Concurrency, locking, and versioning

Concurrency, locking, and versioning

Concurrency, locking, and versioning

Concurrency

The FileIndex object is “stateless” and should be share-able between threads.

A Reader object (which underlies the Searcher object) wraps open files and often individual methods rely on consistent file cursor positions (e.g. they do two file.read()s in a row, so if another thread moves the cursor between the two read calls Bad Things would happen). You should use one Reader/Searcher per thread in your code.

Readers/Searchers tend to cache information (such as field caches for sorting), so if you can share one across multiple search requests, it’s a big performance win.

Locking

Only one thread/process can write to an index at a time. When you open a writer, it locks the index. If you try to open a writer on the same index in another thread/process, it will raise whoosh.store.LockError.

In a multi-threaded or multi-process environment your code needs to be aware that opening a writer may raise this exception if a writer is already open. Whoosh includes a couple of example implementations (whoosh.writing.AsyncWriter and whoosh.writing.BufferedWriter) of ways to work around the write lock.

While the writer is open and during the commit, the index is still available for reading. Existing readers are unaffected and new readers can open the current index normally.

Lock files

Locking the index is accomplished by acquiring an exclusive file lock on the <indexname>_WRITELOCK file in the index directory. The file is not deleted after the file lock is released, so the fact that the file exists does not mean the index is locked.

Versioning

When you open a reader/searcher, the reader represents a view of the current version of the index. If someone writes changes to the index, any readers that are already open will not pick up the changes automatically. A reader always sees the index as it existed when the reader was opened.

If you are re-using a Searcher across multiple search requests, you can check whether the Searcher is a view of the latest version of the index using whoosh.searching.Searcher.up_to_date().
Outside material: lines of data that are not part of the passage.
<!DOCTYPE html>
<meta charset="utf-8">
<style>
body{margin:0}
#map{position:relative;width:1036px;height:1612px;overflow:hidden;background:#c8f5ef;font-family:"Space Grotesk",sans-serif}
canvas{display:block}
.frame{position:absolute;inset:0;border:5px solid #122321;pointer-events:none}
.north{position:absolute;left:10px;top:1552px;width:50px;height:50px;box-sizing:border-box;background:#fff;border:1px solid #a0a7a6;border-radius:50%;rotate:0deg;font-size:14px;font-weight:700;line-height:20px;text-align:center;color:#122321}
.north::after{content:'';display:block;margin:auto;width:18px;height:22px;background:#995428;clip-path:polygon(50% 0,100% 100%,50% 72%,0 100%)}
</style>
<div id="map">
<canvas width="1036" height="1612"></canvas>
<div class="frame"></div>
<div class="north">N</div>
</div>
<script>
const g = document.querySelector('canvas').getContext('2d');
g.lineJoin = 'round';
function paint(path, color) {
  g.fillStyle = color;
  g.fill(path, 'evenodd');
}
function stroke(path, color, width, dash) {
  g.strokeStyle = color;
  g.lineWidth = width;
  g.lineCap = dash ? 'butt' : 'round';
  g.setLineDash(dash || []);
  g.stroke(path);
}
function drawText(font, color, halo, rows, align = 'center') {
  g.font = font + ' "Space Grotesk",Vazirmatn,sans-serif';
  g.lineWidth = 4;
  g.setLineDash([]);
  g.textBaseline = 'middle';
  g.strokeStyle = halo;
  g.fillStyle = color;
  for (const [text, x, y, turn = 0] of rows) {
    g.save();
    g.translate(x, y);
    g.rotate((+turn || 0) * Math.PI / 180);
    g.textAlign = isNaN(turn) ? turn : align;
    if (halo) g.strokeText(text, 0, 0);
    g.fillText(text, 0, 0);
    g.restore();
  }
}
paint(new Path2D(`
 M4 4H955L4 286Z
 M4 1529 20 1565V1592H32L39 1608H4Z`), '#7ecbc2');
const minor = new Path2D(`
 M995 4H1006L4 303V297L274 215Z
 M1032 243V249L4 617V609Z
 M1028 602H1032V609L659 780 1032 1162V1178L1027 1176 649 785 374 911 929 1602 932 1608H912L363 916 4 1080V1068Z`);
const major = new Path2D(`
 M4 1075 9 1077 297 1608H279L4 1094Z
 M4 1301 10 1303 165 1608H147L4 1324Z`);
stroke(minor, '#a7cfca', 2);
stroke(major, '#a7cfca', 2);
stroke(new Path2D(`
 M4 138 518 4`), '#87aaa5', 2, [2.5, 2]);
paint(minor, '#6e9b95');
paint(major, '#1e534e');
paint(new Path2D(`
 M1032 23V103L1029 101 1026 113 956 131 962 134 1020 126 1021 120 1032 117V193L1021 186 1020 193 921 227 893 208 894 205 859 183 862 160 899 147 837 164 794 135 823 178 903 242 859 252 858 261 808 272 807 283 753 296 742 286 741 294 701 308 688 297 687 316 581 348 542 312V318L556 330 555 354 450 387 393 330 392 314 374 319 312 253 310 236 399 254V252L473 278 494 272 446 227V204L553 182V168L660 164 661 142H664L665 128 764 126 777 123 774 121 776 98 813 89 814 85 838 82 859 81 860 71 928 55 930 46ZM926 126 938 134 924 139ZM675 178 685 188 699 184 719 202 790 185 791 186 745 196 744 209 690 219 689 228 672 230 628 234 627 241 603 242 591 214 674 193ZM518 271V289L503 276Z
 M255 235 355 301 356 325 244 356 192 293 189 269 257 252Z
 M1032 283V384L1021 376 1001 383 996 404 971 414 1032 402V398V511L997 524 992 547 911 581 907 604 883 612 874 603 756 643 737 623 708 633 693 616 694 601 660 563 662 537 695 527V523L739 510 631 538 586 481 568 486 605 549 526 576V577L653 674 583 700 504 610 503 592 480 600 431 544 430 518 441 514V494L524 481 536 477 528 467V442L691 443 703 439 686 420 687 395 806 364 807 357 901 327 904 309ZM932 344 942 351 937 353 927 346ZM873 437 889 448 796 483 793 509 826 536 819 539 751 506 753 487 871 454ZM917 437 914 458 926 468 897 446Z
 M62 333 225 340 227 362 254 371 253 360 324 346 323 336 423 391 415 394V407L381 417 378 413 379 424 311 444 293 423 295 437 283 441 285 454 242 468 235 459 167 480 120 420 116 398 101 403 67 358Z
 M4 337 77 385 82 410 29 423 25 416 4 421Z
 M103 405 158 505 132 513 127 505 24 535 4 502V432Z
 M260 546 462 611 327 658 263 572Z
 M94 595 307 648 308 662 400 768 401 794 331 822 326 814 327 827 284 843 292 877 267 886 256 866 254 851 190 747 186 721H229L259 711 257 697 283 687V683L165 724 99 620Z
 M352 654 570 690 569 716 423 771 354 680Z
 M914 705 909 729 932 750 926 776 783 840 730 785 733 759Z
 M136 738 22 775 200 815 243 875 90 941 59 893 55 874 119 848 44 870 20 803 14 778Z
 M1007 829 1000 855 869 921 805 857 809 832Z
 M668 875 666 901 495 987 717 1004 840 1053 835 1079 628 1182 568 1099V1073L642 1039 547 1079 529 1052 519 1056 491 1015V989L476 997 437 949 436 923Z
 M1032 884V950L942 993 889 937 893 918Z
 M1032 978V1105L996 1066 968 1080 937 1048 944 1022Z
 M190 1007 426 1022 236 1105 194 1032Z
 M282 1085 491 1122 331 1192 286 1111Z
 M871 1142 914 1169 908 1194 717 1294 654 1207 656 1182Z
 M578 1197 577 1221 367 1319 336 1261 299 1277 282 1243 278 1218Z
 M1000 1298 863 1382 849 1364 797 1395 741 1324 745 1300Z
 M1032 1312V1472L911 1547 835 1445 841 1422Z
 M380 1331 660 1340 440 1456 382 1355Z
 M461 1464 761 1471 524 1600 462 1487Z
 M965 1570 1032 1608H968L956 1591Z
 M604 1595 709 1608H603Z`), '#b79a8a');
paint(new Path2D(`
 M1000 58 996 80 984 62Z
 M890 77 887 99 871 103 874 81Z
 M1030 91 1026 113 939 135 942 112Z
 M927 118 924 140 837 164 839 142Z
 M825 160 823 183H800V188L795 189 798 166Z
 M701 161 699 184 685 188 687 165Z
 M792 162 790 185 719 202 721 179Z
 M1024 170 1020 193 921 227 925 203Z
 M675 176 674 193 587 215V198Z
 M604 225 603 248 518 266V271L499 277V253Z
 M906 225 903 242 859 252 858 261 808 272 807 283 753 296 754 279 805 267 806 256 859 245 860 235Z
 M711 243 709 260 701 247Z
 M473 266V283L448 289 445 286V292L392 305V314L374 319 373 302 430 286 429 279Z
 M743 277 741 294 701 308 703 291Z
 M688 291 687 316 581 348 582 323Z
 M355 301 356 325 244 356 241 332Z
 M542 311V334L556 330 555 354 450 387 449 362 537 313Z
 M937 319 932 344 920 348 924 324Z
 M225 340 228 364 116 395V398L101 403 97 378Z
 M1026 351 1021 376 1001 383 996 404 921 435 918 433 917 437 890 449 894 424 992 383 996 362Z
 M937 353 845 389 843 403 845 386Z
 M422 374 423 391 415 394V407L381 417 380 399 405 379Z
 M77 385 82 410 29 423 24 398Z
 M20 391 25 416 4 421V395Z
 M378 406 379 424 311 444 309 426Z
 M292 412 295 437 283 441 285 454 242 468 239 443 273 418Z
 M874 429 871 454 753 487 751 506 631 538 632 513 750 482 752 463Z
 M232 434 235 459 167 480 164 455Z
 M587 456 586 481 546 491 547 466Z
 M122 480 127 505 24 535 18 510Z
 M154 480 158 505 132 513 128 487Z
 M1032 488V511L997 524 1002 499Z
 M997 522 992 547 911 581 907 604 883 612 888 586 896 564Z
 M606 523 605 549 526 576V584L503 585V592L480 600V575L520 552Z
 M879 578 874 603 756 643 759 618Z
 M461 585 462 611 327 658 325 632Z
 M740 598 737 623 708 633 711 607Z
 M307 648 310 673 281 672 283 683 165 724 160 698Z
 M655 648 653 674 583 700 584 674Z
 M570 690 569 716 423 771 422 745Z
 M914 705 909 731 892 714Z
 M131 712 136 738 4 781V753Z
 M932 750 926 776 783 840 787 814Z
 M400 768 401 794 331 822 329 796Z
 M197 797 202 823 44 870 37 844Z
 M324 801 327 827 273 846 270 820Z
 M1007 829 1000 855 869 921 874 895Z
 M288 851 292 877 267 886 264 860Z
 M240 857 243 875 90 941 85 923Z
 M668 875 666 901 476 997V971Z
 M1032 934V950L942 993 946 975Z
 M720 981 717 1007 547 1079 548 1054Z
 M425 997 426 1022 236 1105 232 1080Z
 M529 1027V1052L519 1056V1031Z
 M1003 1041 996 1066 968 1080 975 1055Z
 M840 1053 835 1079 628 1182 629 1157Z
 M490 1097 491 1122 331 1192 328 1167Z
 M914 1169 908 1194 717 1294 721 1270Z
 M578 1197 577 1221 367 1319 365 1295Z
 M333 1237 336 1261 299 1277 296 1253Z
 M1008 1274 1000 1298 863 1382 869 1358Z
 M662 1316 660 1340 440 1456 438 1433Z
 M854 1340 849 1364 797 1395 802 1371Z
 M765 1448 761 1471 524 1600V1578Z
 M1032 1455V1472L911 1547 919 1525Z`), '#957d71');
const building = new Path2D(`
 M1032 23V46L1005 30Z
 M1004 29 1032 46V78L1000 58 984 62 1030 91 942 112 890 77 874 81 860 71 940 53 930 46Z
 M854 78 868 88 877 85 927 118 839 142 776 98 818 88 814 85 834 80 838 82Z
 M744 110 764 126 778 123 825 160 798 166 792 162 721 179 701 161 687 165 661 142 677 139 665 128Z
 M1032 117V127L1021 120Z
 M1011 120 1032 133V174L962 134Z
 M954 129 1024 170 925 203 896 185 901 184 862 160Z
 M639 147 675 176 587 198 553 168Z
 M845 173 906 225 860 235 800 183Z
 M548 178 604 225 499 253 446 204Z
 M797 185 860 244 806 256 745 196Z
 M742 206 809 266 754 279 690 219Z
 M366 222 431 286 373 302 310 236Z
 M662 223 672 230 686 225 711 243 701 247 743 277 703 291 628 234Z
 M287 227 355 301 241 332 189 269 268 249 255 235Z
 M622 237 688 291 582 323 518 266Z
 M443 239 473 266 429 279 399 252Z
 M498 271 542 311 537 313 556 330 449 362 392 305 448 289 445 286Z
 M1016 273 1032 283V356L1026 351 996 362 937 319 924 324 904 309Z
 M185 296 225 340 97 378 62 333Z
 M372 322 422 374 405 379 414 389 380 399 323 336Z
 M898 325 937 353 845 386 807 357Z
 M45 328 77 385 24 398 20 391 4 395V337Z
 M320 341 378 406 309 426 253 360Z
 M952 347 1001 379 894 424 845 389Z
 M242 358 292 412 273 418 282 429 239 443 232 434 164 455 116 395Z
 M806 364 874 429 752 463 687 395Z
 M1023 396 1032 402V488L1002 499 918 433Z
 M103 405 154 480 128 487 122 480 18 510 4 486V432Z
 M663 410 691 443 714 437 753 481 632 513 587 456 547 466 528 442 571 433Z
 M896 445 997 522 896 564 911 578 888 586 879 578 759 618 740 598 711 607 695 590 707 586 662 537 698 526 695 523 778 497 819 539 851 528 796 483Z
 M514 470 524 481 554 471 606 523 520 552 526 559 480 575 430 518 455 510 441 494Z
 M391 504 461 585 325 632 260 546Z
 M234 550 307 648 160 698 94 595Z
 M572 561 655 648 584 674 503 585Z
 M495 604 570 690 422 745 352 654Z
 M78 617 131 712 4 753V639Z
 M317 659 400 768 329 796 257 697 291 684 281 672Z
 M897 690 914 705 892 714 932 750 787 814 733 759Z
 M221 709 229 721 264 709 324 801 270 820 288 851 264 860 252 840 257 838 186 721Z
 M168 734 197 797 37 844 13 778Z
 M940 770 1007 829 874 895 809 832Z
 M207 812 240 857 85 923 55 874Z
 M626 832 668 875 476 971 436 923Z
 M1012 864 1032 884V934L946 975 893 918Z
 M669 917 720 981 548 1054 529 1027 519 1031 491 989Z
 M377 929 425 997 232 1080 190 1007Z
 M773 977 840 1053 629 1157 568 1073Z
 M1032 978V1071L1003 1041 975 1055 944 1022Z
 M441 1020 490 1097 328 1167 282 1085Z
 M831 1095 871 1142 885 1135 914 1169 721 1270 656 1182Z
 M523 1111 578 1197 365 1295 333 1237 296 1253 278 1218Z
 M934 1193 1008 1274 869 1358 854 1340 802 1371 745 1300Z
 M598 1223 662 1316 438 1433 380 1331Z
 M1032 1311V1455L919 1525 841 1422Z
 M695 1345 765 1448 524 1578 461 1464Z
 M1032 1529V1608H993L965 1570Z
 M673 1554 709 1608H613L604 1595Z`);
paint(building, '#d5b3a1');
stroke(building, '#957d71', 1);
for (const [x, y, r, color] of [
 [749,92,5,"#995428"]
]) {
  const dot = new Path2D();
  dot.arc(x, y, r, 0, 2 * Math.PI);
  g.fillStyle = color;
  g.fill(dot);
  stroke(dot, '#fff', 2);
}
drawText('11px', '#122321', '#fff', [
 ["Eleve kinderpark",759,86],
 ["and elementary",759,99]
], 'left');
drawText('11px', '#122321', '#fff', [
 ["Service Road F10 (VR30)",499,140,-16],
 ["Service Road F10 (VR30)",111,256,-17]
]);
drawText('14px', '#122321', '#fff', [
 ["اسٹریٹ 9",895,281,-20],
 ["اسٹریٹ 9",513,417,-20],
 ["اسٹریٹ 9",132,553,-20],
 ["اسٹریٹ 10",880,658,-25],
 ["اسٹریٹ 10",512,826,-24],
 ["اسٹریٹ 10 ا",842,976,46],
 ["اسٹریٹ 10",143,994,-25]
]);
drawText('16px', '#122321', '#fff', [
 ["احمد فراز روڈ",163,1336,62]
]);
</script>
If the searcher is not up to date, you can get an up-to-date copy of the searcher using whoosh.searching.Searcher.refresh():

# If 'searcher' is not up-to-date, replace it
searcher = searcher.refresh()

(If the searcher has the latest version of the index, refresh() simply returns it.)

Calling Searcher.refresh() is more efficient that closing the searcher and opening a new one, since it will re-use any underlying readers and caches that haven’t changed.